_PROBLEM DETAILS_. Transcribe each record word for word. Skip the images.

[Stored items]
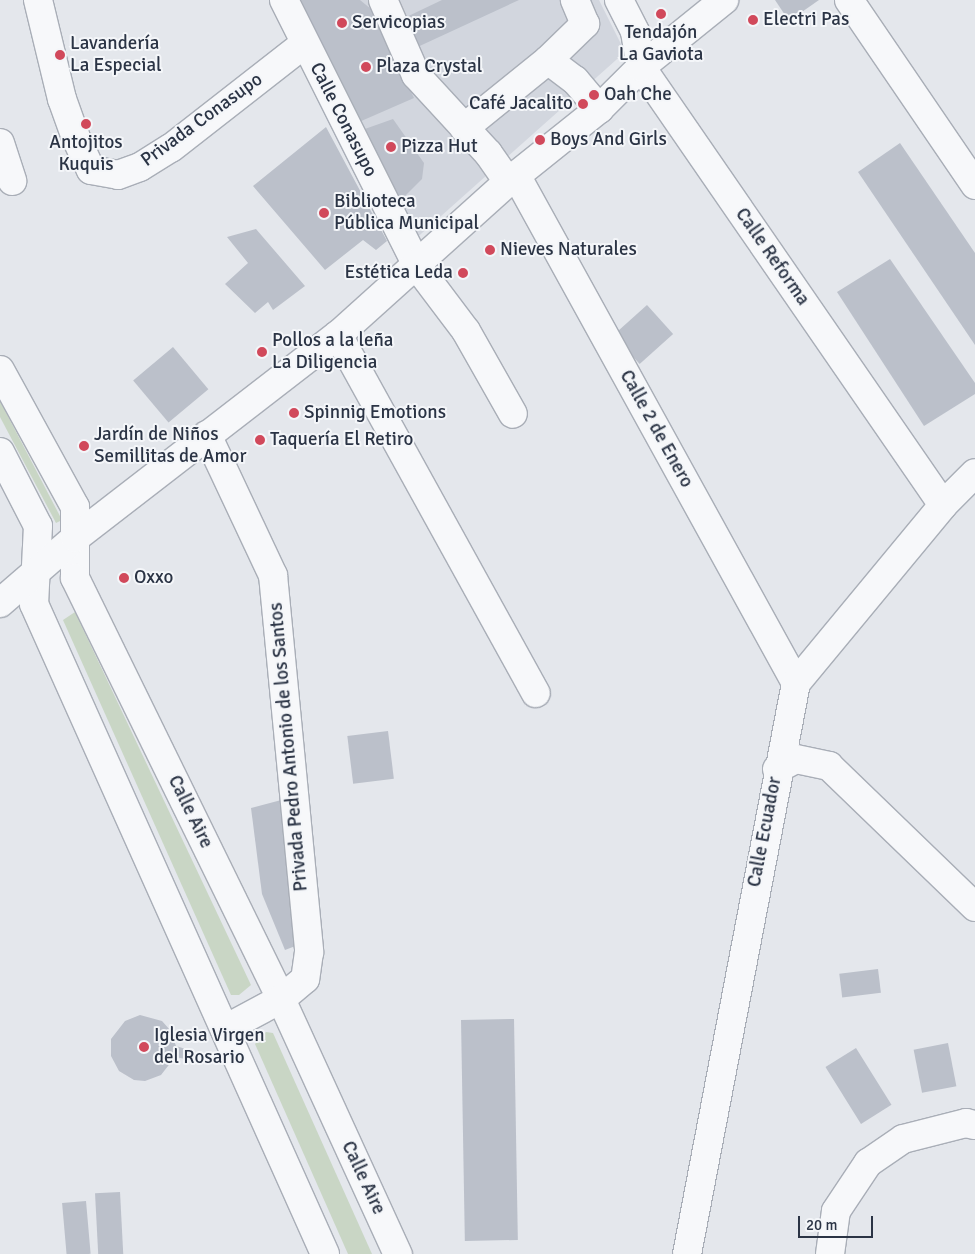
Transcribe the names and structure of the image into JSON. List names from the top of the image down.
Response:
{
  "streets": {
    "street": [
      "Privada Conasupo",
      "Calle Conasupo",
      "Calle Reforma",
      "Calle 2 de Enero",
      "Privada Pedro Antonio de los Santos",
      "Calle Aire",
      "Calle Ecuador"
    ]
  },
  "crossings": [
    ["Privada Conasupo", "Calle Conasupo"],
    ["Calle Reforma", "Calle Ecuador"],
    ["Calle 2 de Enero", "Calle Ecuador"],
    ["Privada Pedro Antonio de los Santos", "Calle Aire"]
  ],
  "places": [
    "Tendajón La Gaviota",
    "Electri Pas",
    "Servicopias",
    "Lavandería La Especial",
    "Plaza Crystal",
    "Oah Che",
    "Café Jacalito",
    "Antojitos Kuquis",
    "Boys And Girls",
    "Pizza Hut",
    "Biblioteca Pública Municipal",
    "Nieves Naturales",
    "Estética Leda",
    "Pollos a la leña La Diligencia",
    "Spinnig Emotions",
    "Taquería El Retiro",
    "Jardín de Niños Semillitas de Amor",
    "Oxxo",
    "Iglesia Virgen del Rosario"
  ],
  "scale_bar": "20 m"
}
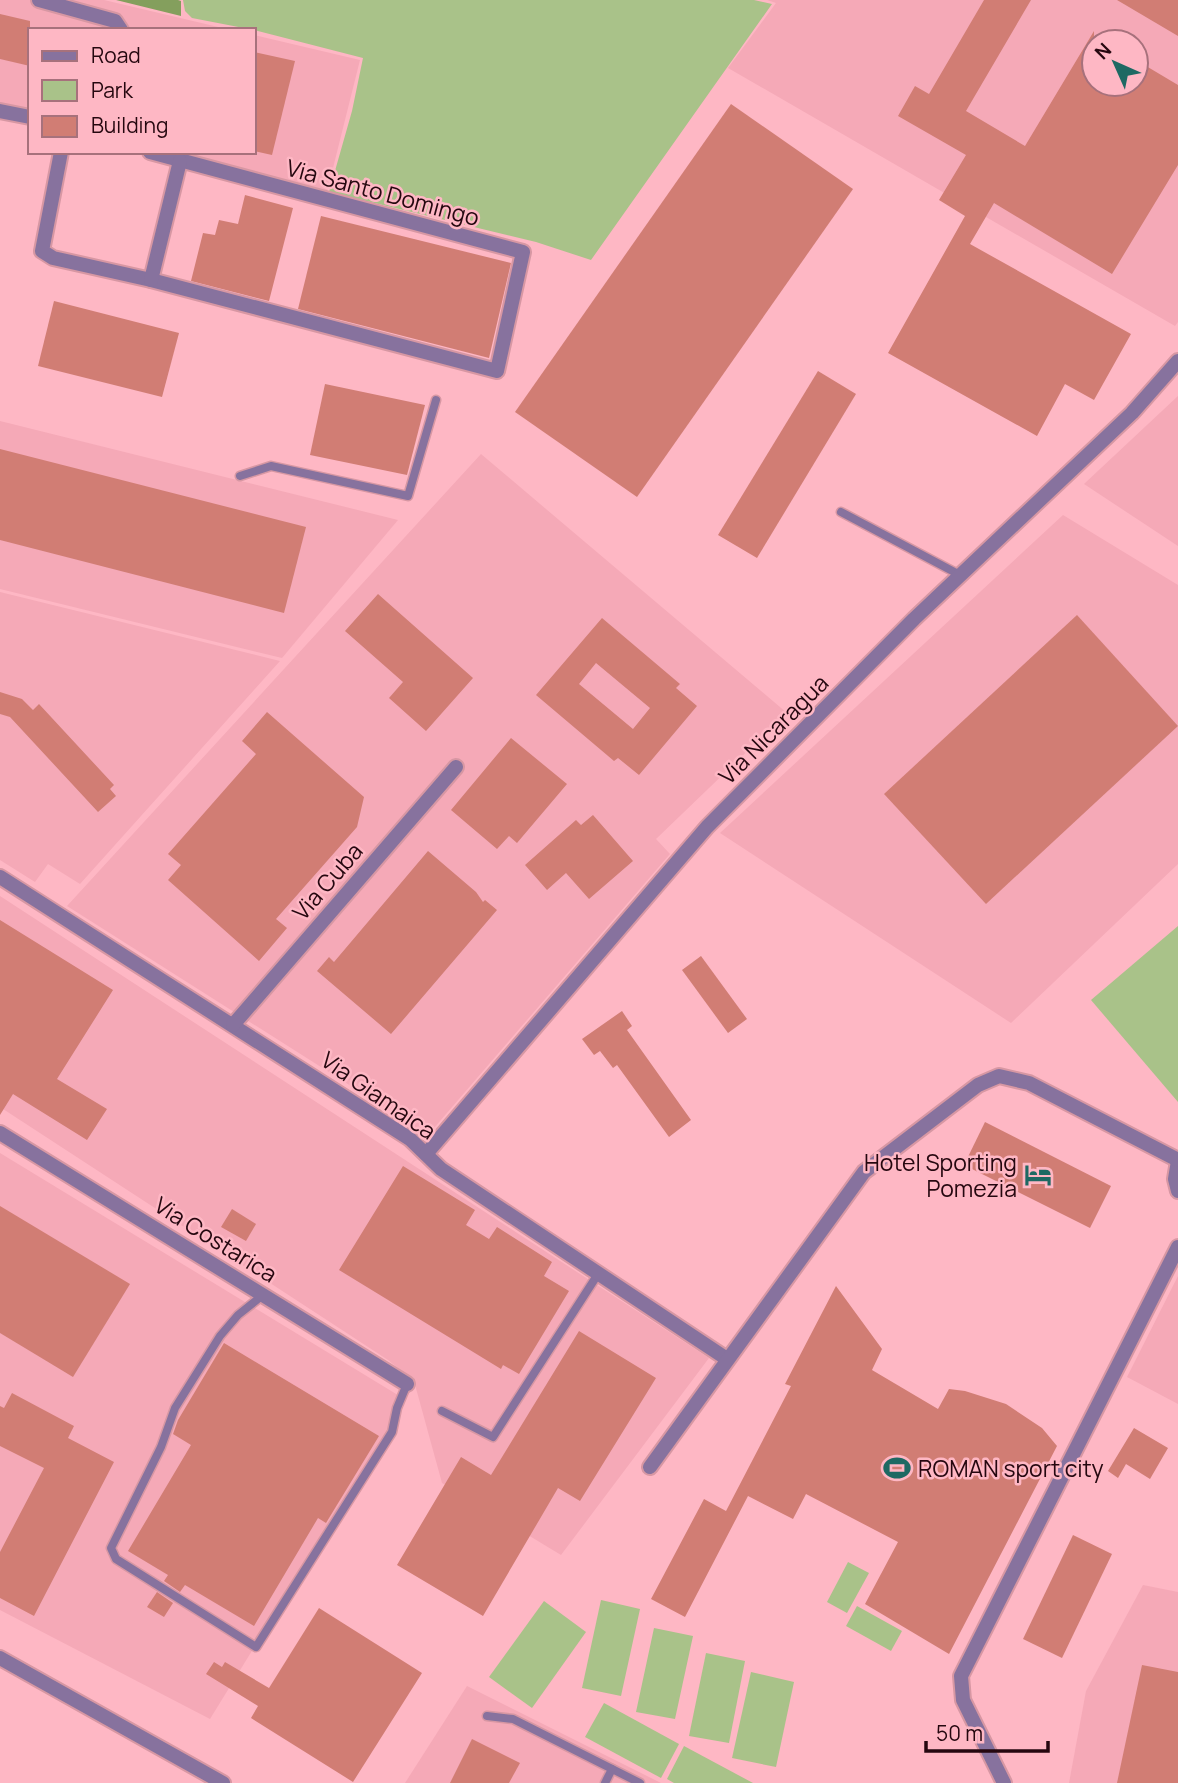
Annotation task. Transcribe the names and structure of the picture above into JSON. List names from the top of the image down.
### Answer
{
  "streets": {
    "street": [
      "Via Santo Domingo",
      "Via Nicaragua",
      "Via Cuba",
      "Via Giamaica",
      "Via Costarica"
    ]
  },
  "crossings": [
    ["Via Nicaragua", "Via Giamaica"],
    ["Via Cuba", "Via Giamaica"]
  ],
  "places": {
    "hotel": ["Hotel Sporting Pomezia"],
    "sports": ["ROMAN sport city"]
  },
  "legend": ["Road", "Park", "Building"],
  "scale_bar": "50 m",
  "north": "top left"
}
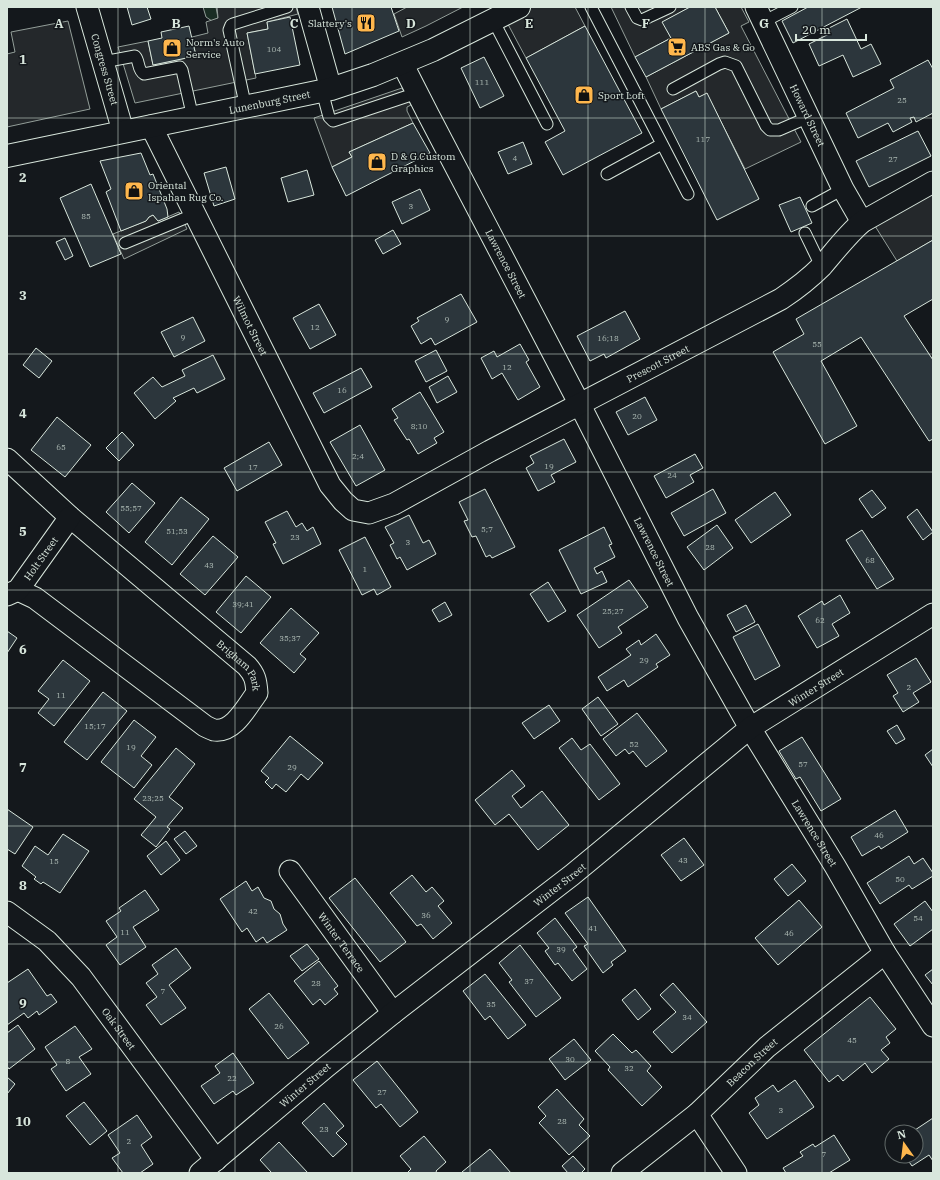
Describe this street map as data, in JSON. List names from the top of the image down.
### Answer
{
  "streets": {
    "main road": ["Lunenburg Street"],
    "street": [
      "Congress Street",
      "Howard Street",
      "Lawrence Street",
      "Wilmot Street",
      "Prescott Street",
      "Holt Street",
      "Brigham Park",
      "Winter Street",
      "Winter Terrace",
      "Oak Street",
      "Beacon Street"
    ]
  },
  "crossings": [
    ["Congress Street", "Lunenburg Street"],
    ["Lunenburg Street", "Lawrence Street"],
    ["Lunenburg Street", "Wilmot Street"],
    ["Howard Street", "Prescott Street"],
    ["Lawrence Street", "Prescott Street"],
    ["Lawrence Street", "Winter Street"],
    ["Lawrence Street", "Beacon Street"],
    ["Wilmot Street", "Prescott Street"],
    ["Holt Street", "Brigham Park"],
    ["Winter Street", "Winter Terrace"],
    ["Winter Street", "Oak Street"]
  ],
  "places": {
    "restaurant": ["Slattery's"],
    "supermarket": ["ABS Gas & Go"],
    "shop": [
      "Norm's Auto Service",
      "Sport Loft",
      "D & G Custom Graphics",
      "Oriental Ispahan Rug Co."
    ]
  },
  "house_numbers": [
    "104",
    "111",
    "25",
    "117",
    "4",
    "27",
    "3",
    "85",
    "9",
    "12",
    "9",
    "16;18",
    "55",
    "12",
    "16",
    "20",
    "8;10",
    "65",
    "2;4",
    "19",
    "17",
    "24",
    "55;57",
    "5;7",
    "51;53",
    "23",
    "3",
    "28",
    "68",
    "43",
    "1",
    "39;41",
    "25;27",
    "62",
    "35;37",
    "29",
    "2",
    "11",
    "15;17",
    "52",
    "19",
    "57",
    "29",
    "23;25",
    "46",
    "43",
    "15",
    "50",
    "42",
    "36",
    "54",
    "41",
    "11",
    "46",
    "39",
    "37",
    "28",
    "7",
    "35",
    "34",
    "26",
    "45",
    "30",
    "8",
    "32",
    "22",
    "27",
    "3",
    "28",
    "23",
    "2",
    "7"
  ],
  "scale_bar": "20 m",
  "north": "top",
  "grid": {
    "columns": [
      "A",
      "B",
      "C",
      "D",
      "E",
      "F",
      "G"
    ],
    "rows": [
      "1",
      "2",
      "3",
      "4",
      "5",
      "6",
      "7",
      "8",
      "9",
      "10"
    ]
  }
}
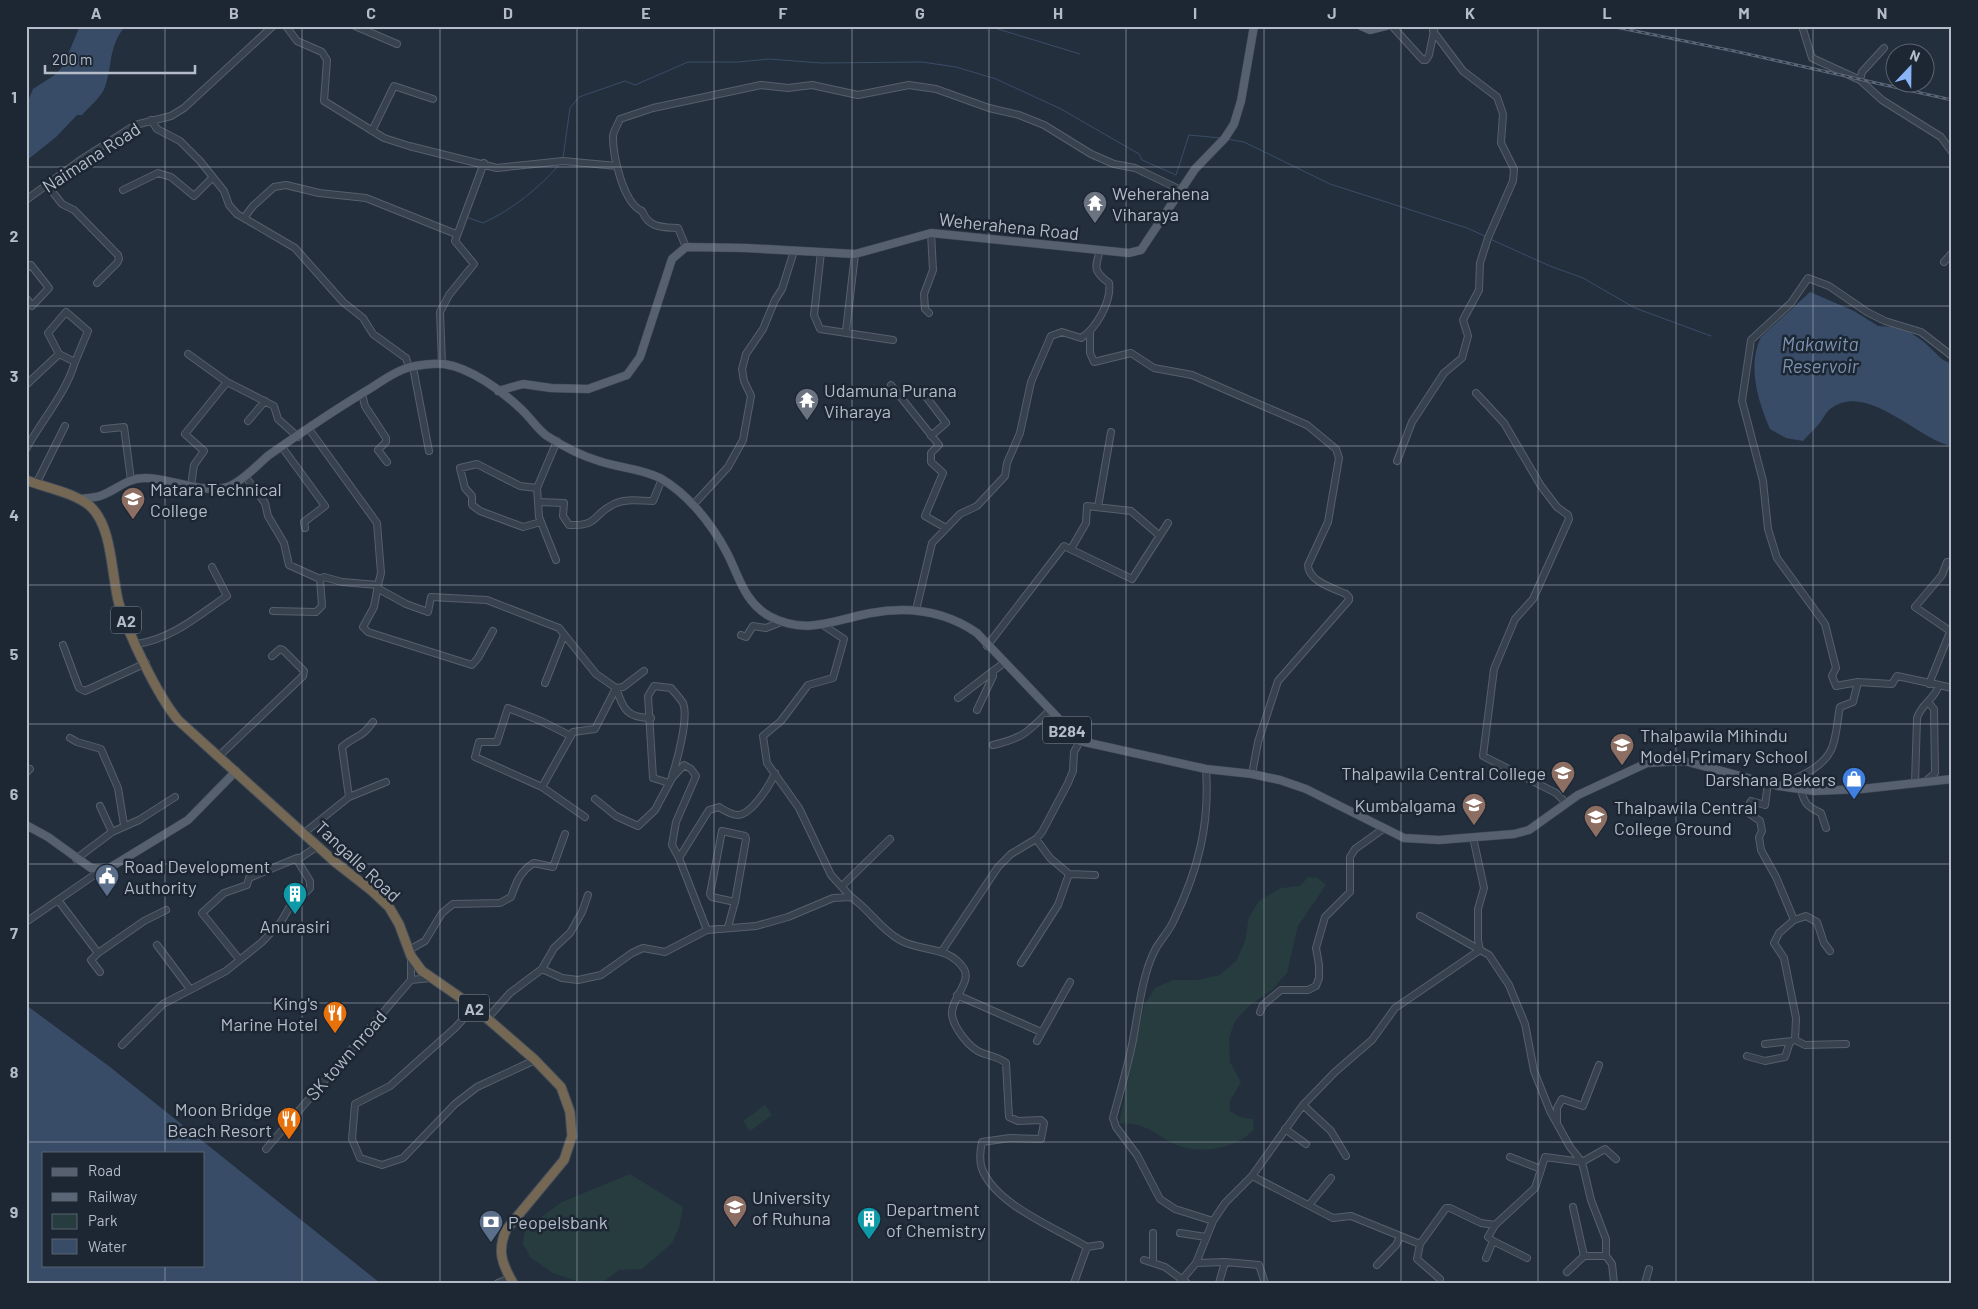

_TASK SOLUTION_.
Transcribe the names and structure of the image into JSON. List names from the top of the image down.
Response:
{
  "streets": {
    "street": [
      "Privada Conasupo",
      "Calle Conasupo",
      "Calle Reforma",
      "Calle 2 de Enero",
      "Privada Pedro Antonio de los Santos",
      "Calle Aire",
      "Calle Ecuador"
    ]
  },
  "crossings": [
    ["Privada Conasupo", "Calle Conasupo"],
    ["Calle Reforma", "Calle Ecuador"],
    ["Calle 2 de Enero", "Calle Ecuador"],
    ["Privada Pedro Antonio de los Santos", "Calle Aire"]
  ],
  "places": [
    "Tendajón La Gaviota",
    "Electri Pas",
    "Servicopias",
    "Lavandería La Especial",
    "Plaza Crystal",
    "Oah Che",
    "Café Jacalito",
    "Antojitos Kuquis",
    "Boys And Girls",
    "Pizza Hut",
    "Biblioteca Pública Municipal",
    "Nieves Naturales",
    "Estética Leda",
    "Pollos a la leña La Diligencia",
    "Spinnig Emotions",
    "Taquería El Retiro",
    "Jardín de Niños Semillitas de Amor",
    "Oxxo",
    "Iglesia Virgen del Rosario"
  ],
  "scale_bar": "20 m"
}
Annotation task. Transcribe the names and structure of the picture above into JSON. List names from the top of the image down.
### Answer
{
  "streets": {
    "street": [
      "Via Santo Domingo",
      "Via Nicaragua",
      "Via Cuba",
      "Via Giamaica",
      "Via Costarica"
    ]
  },
  "crossings": [
    ["Via Nicaragua", "Via Giamaica"],
    ["Via Cuba", "Via Giamaica"]
  ],
  "places": {
    "hotel": ["Hotel Sporting Pomezia"],
    "sports": ["ROMAN sport city"]
  },
  "legend": ["Road", "Park", "Building"],
  "scale_bar": "50 m",
  "north": "top left"
}
Describe this street map as data, in JSON. List names from the top of the image down.
### Answer
{
  "streets": {
    "main road": ["Lunenburg Street"],
    "street": [
      "Congress Street",
      "Howard Street",
      "Lawrence Street",
      "Wilmot Street",
      "Prescott Street",
      "Holt Street",
      "Brigham Park",
      "Winter Street",
      "Winter Terrace",
      "Oak Street",
      "Beacon Street"
    ]
  },
  "crossings": [
    ["Congress Street", "Lunenburg Street"],
    ["Lunenburg Street", "Lawrence Street"],
    ["Lunenburg Street", "Wilmot Street"],
    ["Howard Street", "Prescott Street"],
    ["Lawrence Street", "Prescott Street"],
    ["Lawrence Street", "Winter Street"],
    ["Lawrence Street", "Beacon Street"],
    ["Wilmot Street", "Prescott Street"],
    ["Holt Street", "Brigham Park"],
    ["Winter Street", "Winter Terrace"],
    ["Winter Street", "Oak Street"]
  ],
  "places": {
    "restaurant": ["Slattery's"],
    "supermarket": ["ABS Gas & Go"],
    "shop": [
      "Norm's Auto Service",
      "Sport Loft",
      "D & G Custom Graphics",
      "Oriental Ispahan Rug Co."
    ]
  },
  "house_numbers": [
    "104",
    "111",
    "25",
    "117",
    "4",
    "27",
    "3",
    "85",
    "9",
    "12",
    "9",
    "16;18",
    "55",
    "12",
    "16",
    "20",
    "8;10",
    "65",
    "2;4",
    "19",
    "17",
    "24",
    "55;57",
    "5;7",
    "51;53",
    "23",
    "3",
    "28",
    "68",
    "43",
    "1",
    "39;41",
    "25;27",
    "62",
    "35;37",
    "29",
    "2",
    "11",
    "15;17",
    "52",
    "19",
    "57",
    "29",
    "23;25",
    "46",
    "43",
    "15",
    "50",
    "42",
    "36",
    "54",
    "41",
    "11",
    "46",
    "39",
    "37",
    "28",
    "7",
    "35",
    "34",
    "26",
    "45",
    "30",
    "8",
    "32",
    "22",
    "27",
    "3",
    "28",
    "23",
    "2",
    "7"
  ],
  "scale_bar": "20 m",
  "north": "top",
  "grid": {
    "columns": [
      "A",
      "B",
      "C",
      "D",
      "E",
      "F",
      "G"
    ],
    "rows": [
      "1",
      "2",
      "3",
      "4",
      "5",
      "6",
      "7",
      "8",
      "9",
      "10"
    ]
  }
}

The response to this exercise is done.